▶ RECORDED INFORMATION
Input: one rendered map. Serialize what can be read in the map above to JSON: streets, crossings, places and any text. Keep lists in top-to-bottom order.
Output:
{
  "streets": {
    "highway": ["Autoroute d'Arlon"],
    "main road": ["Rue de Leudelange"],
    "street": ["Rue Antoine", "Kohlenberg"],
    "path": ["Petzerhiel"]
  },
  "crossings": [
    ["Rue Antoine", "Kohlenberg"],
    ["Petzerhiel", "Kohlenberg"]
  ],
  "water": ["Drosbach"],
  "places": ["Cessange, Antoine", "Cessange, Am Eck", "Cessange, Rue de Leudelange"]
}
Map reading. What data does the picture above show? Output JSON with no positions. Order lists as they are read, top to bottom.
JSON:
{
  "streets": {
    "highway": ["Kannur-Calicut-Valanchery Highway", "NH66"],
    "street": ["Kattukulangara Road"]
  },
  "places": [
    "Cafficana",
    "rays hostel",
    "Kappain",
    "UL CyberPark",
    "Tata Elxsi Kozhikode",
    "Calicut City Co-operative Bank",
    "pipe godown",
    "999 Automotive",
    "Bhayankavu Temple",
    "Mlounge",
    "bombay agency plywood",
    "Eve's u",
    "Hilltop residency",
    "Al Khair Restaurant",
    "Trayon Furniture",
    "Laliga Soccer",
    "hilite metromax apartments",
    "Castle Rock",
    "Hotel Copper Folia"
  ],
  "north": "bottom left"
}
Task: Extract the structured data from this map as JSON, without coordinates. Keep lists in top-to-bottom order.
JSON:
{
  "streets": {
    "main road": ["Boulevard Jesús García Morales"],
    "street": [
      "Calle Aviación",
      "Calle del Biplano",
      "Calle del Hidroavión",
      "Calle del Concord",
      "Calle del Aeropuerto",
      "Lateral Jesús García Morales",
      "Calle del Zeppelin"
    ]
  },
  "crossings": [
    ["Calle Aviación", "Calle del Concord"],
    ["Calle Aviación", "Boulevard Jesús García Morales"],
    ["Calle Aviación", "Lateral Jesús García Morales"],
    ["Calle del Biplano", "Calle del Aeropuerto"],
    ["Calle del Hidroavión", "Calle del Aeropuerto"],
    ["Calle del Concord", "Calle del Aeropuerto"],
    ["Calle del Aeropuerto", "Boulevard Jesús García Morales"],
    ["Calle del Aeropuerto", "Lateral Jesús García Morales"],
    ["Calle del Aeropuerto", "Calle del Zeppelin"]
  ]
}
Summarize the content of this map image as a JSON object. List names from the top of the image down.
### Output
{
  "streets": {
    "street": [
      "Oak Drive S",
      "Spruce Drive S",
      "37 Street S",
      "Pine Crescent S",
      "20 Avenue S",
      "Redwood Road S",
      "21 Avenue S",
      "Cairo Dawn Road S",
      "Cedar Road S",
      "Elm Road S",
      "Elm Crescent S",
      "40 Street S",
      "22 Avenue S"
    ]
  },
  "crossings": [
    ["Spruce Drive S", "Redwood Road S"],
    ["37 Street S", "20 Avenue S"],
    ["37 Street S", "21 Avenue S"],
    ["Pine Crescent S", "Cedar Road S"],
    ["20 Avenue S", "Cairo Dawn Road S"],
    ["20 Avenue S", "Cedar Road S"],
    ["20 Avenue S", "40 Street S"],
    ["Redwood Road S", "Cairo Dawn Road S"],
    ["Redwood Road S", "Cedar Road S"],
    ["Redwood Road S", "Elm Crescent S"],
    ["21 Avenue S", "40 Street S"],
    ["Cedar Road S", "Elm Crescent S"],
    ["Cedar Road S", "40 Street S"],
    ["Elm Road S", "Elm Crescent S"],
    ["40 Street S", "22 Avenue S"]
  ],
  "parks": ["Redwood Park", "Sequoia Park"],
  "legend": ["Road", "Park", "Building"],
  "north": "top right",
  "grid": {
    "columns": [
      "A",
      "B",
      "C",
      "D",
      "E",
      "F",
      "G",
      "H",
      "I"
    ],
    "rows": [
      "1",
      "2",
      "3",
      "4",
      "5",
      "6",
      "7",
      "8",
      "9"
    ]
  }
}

▶ TASK INSTRUCTIONS
Find how many lines of the entries include the word "data". The number is the entire reply.

▶ TASK SOLUTION
2